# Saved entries
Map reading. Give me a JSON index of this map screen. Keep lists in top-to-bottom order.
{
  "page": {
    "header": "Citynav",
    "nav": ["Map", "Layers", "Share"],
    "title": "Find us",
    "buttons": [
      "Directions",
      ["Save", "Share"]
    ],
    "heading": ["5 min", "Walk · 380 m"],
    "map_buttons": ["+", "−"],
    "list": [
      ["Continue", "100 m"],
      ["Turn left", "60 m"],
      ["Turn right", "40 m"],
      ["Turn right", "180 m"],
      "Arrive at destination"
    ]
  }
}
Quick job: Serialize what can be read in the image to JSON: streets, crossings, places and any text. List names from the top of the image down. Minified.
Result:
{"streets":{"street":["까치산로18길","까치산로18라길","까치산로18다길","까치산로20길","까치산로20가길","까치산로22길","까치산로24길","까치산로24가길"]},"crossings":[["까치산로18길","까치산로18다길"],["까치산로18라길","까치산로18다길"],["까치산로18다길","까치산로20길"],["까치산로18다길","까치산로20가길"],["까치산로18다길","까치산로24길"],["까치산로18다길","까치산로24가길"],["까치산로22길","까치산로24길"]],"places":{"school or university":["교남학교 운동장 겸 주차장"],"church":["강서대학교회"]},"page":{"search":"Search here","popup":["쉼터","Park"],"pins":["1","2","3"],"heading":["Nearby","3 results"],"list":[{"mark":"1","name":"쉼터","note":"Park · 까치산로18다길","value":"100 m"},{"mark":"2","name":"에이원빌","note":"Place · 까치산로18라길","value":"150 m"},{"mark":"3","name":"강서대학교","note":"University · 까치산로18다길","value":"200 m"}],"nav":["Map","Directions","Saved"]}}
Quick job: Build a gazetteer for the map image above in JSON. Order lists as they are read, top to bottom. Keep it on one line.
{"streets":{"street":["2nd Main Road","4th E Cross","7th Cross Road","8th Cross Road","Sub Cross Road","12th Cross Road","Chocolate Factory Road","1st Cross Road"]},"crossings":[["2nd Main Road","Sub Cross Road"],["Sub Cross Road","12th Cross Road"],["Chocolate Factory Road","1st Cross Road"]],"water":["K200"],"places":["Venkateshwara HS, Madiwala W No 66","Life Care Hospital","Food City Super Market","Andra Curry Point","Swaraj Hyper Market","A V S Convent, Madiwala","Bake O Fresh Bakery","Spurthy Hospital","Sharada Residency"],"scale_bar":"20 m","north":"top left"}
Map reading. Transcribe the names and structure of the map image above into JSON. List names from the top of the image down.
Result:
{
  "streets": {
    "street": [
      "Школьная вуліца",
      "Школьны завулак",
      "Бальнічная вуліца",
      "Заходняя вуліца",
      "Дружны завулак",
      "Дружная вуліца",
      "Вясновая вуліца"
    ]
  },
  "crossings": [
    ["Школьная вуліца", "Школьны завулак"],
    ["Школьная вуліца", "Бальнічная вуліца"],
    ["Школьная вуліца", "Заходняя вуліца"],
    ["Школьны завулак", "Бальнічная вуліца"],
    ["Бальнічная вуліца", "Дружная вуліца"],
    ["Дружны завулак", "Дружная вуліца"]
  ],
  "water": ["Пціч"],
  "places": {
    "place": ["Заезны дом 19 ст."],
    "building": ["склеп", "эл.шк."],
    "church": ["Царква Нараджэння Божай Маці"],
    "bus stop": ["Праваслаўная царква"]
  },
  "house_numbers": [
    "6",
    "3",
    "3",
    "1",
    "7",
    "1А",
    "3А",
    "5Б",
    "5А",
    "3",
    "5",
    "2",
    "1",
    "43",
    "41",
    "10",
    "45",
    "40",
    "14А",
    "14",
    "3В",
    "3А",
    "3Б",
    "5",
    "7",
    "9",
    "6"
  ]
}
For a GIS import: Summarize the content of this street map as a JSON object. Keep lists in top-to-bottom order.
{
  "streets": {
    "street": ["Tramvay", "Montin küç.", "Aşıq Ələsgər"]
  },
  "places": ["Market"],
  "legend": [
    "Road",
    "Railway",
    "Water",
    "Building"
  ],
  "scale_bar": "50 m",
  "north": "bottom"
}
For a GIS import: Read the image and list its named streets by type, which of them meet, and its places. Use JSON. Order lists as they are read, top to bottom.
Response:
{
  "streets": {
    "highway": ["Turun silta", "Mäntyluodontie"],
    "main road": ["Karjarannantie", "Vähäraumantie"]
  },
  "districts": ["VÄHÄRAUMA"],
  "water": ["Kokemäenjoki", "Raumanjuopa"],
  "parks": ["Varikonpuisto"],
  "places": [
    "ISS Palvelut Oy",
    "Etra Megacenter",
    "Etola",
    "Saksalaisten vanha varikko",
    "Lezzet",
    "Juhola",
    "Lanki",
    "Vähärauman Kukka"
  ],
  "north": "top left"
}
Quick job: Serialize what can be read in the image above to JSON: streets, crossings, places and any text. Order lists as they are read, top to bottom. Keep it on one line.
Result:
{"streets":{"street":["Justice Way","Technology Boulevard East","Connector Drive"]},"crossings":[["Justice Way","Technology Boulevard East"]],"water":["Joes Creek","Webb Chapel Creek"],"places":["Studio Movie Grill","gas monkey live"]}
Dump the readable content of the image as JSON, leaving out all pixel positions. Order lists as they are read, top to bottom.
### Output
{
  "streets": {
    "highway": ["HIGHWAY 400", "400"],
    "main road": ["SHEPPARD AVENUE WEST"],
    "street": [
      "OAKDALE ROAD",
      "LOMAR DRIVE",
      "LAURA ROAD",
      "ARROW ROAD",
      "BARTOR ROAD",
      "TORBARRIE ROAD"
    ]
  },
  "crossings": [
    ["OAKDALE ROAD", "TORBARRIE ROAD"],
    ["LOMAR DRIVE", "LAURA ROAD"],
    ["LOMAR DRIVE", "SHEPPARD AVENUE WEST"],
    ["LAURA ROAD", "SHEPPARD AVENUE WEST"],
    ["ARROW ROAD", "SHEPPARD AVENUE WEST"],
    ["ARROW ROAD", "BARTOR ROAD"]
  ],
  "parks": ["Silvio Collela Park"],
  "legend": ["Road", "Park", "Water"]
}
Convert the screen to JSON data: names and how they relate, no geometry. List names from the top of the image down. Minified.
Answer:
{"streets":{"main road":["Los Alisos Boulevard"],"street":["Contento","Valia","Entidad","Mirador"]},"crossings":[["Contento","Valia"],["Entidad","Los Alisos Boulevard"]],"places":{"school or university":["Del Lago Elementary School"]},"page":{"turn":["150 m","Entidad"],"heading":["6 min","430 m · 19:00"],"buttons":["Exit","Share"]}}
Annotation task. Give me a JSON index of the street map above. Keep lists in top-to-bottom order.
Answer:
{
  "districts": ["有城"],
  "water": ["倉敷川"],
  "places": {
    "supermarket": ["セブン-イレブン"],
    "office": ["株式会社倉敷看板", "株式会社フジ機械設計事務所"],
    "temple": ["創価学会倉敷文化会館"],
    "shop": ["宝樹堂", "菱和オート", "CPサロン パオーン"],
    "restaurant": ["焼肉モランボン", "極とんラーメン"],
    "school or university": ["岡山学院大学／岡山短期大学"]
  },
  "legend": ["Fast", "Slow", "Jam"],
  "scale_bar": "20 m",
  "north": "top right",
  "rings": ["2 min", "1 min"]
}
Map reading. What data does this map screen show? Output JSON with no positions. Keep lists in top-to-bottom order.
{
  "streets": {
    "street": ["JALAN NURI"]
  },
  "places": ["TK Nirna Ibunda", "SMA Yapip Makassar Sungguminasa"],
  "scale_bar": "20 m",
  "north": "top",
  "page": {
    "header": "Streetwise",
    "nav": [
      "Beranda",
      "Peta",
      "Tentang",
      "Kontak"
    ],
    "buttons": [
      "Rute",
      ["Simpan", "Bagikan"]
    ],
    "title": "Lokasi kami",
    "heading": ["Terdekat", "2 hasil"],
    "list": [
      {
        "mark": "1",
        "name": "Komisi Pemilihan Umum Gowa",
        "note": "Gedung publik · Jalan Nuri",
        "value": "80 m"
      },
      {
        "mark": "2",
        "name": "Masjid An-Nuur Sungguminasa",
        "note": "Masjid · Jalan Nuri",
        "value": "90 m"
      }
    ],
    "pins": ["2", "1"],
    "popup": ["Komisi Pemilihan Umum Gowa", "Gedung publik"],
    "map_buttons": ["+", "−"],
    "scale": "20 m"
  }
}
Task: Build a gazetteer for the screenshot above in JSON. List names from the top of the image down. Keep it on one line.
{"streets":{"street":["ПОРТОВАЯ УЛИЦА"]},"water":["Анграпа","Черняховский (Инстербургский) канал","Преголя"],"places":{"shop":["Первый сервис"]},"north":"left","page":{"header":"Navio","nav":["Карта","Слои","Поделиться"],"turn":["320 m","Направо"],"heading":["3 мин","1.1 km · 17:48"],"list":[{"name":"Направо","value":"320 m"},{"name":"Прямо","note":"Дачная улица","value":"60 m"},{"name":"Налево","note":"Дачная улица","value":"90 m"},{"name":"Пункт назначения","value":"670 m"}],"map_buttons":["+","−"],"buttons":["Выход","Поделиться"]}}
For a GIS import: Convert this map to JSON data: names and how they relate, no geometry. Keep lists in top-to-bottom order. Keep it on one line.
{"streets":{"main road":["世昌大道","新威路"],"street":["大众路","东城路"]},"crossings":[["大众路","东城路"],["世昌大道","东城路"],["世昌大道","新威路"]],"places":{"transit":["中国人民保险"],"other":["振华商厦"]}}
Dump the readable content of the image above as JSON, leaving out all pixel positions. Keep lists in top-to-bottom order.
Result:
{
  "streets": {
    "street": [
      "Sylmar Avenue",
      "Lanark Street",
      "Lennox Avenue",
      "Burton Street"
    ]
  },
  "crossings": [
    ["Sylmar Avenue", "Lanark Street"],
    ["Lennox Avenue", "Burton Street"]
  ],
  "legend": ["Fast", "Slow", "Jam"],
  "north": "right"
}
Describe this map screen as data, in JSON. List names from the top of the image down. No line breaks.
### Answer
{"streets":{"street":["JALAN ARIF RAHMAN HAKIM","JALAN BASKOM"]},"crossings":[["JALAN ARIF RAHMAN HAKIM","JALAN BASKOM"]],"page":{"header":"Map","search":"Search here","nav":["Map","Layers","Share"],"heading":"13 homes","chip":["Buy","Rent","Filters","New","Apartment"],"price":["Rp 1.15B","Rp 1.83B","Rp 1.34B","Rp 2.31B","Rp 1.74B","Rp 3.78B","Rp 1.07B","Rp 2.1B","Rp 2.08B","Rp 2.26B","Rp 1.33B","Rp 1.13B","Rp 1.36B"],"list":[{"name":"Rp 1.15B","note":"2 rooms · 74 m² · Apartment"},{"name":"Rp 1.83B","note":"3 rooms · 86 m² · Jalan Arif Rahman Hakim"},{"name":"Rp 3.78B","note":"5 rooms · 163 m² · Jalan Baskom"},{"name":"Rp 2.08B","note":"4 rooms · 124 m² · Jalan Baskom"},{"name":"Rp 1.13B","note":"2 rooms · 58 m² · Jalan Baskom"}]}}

# Problem statement
Using the entries above, output exactly the lines between the line holding "For a GIS import: Summarize" and the line holding "For a GIS import: Read", end lines included, and nothing more.

# Answer section
For a GIS import: Summarize the content of this street map as a JSON object. Keep lists in top-to-bottom order.
{
  "streets": {
    "street": ["Tramvay", "Montin küç.", "Aşıq Ələsgər"]
  },
  "places": ["Market"],
  "legend": [
    "Road",
    "Railway",
    "Water",
    "Building"
  ],
  "scale_bar": "50 m",
  "north": "bottom"
}
For a GIS import: Read the image and list its named streets by type, which of them meet, and its places. Use JSON. Order lists as they are read, top to bottom.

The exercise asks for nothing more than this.